Our tests contain numerous cases when such autodetection was working incorrectly, but for existing tests it never mattered. There are three notable places where the type was regularly auto-detected incorrectly:

  1. ExprEngine::performTrivialCopy(). Trivial copy from symbolic references never worked - test case attached.
  2. CallAndMessageChecker::uninitRefOrPointer(). Here the code only cares if the value is Undefined or not, so autodetected type didn't matter.
  3. GTestChecker::modelAssertionResultBoolConstructor(). This is how the issue was found in https://bugs.llvm.org/show_bug.cgi?id=34305 - test case attached.

I added a few more sanity checks - we'd now also fail with an assertion if we are unable to autodetect the pointer type, warning the author of the checker to pass the type explicitly.

It is sometimes indeed handy to put a void-pointer-typed Loc into getSVal(Loc), as demonstrated in the exercise-ps.c's f2() test through CallAndMessageChecker (case '2.' above). I handled this on the API side in order to simplify checker API, implicitly turning void into char, though i don't mind modifying CallAndMessageChecker to pass CharTy explicitly instead.

Diff Detail

Event Timeline

NoQ updated this revision to Diff 116986.Sep 28 2017, 7:20 AM
NoQ created this revision.

Add a forgotten comment.

NoQ updated this revision to Diff 116992.Sep 28 2017, 8:01 AM
NoQ added a subscriber: alexfh.

Add @alexfh's small reproducer test case. It was so small i never noticed it until now!

Thank you for the fix! It seems to be the largest source of SA crashes on our code at the moment.

dcoughlin edited edge metadata.Sep 28 2017, 4:57 PM

This is such a nasty bug! It is great to see a fix. I have two comments inline, one of which is just a nit.

lib/StaticAnalyzer/Core/RegionStore.cpp
1404

Nit: It seems a bit odd to read the first byte here since (unless I'm misunderstanding) this would never be triggered by actual C semantics, only by a checker. Did you consider just returning UnknownVal() in this case?

1410

I think you missed handling the AllocaRegion case from the old version in your new version. This means the assert will fire on the following when core.alpha is enabled:

void foo(void *dest) {
  void *src = __builtin_alloca(5);
  memcpy(dest, src, 1);
}
NoQ updated this revision to Diff 117360.Oct 2 2017, 8:58 AM

Yeah, nice catch. So we need to either always tell the checkers to specify their CharTy when they are dealing with void pointers, or to do our substitution consistently, not only for SymbolicRegion but also for AllocaRegion (did that in this diff).

dcoughlin accepted this revision.Oct 2 2017, 10:23 AM

Looks great to me.

I do wonder if long-term we should consider removing the auto-deduction when loading from the store. On the one hand it is really nice to avoid having to specify that at the call to getSVal(). On the other hand, this can lead to some really pathological weirdness and a bunch of corner-case code. For loads that result from actual program semantics the type of the loaded-from storage (from the loader's perspective) should always be easily available at the load site. There would still be cases where a checker might want to inspect what the store thinks is in memory, but I think that is a different function and in my opinion deserves a separate API.
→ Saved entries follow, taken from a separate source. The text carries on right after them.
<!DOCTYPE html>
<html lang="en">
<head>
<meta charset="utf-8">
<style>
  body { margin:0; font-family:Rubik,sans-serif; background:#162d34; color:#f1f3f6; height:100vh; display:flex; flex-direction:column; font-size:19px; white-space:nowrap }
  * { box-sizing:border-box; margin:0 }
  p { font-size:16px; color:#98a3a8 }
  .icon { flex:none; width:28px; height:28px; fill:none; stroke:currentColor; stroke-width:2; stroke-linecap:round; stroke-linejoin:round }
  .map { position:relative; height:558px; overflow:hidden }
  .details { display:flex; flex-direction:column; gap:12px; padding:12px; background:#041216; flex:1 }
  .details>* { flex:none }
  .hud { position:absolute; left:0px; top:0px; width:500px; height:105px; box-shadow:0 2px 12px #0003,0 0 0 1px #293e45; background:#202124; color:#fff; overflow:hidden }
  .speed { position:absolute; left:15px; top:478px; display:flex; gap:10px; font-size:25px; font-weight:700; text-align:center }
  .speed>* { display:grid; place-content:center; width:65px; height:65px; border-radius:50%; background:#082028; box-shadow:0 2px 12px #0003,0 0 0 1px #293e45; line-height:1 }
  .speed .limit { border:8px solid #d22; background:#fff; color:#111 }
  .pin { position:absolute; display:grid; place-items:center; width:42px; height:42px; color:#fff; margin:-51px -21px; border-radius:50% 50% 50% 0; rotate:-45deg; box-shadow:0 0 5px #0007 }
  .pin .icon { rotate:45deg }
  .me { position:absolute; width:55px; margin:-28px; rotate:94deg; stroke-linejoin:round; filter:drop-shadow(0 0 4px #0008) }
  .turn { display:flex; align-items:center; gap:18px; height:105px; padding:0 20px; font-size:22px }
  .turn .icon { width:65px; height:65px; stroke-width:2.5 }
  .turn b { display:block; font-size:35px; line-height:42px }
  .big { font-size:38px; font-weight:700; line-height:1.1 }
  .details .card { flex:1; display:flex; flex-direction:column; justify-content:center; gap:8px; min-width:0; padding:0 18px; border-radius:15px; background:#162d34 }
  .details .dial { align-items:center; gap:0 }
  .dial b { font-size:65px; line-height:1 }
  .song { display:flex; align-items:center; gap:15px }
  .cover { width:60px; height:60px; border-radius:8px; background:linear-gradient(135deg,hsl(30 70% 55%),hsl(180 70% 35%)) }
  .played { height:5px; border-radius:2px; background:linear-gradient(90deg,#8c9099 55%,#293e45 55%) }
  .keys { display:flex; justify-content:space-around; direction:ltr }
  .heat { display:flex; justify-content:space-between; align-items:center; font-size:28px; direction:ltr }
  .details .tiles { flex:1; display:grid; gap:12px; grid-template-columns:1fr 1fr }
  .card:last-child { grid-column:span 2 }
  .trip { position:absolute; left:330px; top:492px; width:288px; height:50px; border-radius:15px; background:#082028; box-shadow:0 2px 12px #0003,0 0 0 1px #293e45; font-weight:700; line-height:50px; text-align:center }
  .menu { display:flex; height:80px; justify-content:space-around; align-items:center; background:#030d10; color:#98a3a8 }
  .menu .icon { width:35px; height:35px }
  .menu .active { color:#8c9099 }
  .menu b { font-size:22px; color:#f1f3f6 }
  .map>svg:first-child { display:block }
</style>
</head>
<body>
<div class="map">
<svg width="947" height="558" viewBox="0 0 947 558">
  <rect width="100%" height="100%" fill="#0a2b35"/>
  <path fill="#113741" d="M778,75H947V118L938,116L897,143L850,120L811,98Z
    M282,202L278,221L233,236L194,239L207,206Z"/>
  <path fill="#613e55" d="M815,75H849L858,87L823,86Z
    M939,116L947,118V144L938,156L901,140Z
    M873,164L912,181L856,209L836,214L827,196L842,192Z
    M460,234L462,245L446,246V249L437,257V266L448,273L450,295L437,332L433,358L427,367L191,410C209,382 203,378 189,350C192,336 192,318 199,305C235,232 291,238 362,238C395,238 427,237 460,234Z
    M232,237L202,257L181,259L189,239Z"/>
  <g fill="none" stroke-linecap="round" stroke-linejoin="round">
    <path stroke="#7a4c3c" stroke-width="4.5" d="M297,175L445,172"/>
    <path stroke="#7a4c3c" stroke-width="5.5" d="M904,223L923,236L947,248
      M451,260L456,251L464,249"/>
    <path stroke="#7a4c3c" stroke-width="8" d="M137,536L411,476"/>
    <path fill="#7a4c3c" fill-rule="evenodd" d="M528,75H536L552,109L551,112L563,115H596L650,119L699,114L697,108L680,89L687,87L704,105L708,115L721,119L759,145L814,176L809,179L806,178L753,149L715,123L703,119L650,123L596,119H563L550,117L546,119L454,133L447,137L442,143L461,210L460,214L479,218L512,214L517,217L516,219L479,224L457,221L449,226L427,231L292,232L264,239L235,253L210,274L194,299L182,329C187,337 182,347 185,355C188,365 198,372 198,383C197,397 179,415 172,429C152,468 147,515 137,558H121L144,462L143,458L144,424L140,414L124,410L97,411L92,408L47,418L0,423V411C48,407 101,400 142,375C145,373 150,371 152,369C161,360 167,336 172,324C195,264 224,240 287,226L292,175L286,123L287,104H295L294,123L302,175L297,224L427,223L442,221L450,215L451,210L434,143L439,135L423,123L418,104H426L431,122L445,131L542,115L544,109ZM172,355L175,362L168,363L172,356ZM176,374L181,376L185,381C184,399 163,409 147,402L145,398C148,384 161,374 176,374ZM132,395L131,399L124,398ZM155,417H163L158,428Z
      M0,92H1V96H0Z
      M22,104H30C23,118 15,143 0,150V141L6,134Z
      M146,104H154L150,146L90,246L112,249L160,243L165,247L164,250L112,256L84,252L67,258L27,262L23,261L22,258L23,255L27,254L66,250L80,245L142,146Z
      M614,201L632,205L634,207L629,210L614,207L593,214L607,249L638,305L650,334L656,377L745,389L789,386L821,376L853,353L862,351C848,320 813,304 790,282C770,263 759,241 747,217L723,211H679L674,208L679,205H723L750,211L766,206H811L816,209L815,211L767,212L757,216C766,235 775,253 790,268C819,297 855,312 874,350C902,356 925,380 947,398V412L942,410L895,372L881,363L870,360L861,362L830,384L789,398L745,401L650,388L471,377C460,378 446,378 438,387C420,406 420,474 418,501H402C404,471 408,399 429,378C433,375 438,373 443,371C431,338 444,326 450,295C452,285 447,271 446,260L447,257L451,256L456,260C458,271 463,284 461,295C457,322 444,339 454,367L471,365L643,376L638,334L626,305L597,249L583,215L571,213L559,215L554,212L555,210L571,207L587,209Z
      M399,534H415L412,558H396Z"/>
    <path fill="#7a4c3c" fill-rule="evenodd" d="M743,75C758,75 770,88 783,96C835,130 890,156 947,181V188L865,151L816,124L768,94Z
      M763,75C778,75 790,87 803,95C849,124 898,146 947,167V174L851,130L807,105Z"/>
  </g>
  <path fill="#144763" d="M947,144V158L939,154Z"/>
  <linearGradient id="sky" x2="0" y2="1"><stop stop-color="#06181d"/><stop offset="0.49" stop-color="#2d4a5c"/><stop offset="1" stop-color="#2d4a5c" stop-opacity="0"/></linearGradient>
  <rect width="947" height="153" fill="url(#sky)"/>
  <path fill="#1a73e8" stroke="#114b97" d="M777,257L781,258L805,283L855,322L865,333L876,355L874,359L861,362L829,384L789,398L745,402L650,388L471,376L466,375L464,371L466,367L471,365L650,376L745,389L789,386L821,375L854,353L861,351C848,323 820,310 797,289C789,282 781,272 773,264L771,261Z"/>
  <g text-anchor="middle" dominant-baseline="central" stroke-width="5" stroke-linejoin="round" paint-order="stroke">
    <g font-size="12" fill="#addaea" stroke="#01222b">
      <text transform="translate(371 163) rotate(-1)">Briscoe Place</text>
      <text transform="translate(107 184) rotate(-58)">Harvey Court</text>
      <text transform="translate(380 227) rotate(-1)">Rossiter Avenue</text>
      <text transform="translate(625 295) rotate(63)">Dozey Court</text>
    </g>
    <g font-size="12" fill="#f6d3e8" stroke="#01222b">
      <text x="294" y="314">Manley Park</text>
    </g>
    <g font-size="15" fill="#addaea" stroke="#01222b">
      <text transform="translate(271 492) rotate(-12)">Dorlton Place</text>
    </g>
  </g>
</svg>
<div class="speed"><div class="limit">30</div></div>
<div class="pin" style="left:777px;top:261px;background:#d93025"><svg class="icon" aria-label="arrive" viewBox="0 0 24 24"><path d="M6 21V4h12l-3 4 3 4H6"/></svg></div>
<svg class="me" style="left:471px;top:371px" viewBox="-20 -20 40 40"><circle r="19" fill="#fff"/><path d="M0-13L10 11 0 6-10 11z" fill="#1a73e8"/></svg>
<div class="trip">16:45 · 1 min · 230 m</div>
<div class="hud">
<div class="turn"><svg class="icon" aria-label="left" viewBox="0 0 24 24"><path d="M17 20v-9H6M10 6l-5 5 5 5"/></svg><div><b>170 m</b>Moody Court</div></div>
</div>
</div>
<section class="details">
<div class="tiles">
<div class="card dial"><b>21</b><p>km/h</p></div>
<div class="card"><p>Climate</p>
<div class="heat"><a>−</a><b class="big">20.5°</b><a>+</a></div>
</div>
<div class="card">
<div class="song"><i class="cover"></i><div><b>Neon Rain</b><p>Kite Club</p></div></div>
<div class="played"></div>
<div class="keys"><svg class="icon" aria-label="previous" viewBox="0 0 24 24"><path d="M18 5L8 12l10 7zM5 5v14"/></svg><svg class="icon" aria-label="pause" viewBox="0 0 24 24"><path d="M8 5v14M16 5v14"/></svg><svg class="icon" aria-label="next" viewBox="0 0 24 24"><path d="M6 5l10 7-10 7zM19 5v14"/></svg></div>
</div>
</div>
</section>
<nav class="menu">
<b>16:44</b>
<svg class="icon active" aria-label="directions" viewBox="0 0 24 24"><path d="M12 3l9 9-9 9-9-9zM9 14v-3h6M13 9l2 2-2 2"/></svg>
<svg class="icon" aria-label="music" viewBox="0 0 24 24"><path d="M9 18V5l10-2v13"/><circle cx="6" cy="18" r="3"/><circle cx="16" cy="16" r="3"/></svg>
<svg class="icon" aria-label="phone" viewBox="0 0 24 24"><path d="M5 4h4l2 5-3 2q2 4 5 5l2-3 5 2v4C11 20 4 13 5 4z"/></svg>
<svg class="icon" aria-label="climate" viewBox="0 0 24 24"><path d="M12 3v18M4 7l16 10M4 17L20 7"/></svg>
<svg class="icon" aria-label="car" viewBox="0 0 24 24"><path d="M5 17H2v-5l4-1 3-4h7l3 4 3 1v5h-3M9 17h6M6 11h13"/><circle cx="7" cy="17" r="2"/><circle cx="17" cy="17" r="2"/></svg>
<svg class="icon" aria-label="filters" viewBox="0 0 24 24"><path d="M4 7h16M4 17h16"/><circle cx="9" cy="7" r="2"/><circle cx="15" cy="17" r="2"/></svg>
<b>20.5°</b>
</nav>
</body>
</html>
This revision is now accepted and ready to land.Oct 2 2017, 10:23 AM
NoQ added a comment.Oct 4 2017, 8:59 AM

Whoops forgot to submit inline comments.

lib/StaticAnalyzer/Core/RegionStore.cpp
1404

UnknownVal seems to be quite similar to assertion failure: in both cases we'd have to force the checker to specify CharTy explicitly. But assertions are better because the author of the checker would instantly know that he needs to specify the type, instead of never noticing the problem, or spending a lot of time in the debugger trying to understand why he gets an UnknownVal.

1410

Nice one!

Always been that way though. In the old code, if AllocaRegion is supplied and no type is explicitly specified, cast<SymbolicRegion>(MR) would fail. Also ElementRegion is created in both old and new code if the type was specified.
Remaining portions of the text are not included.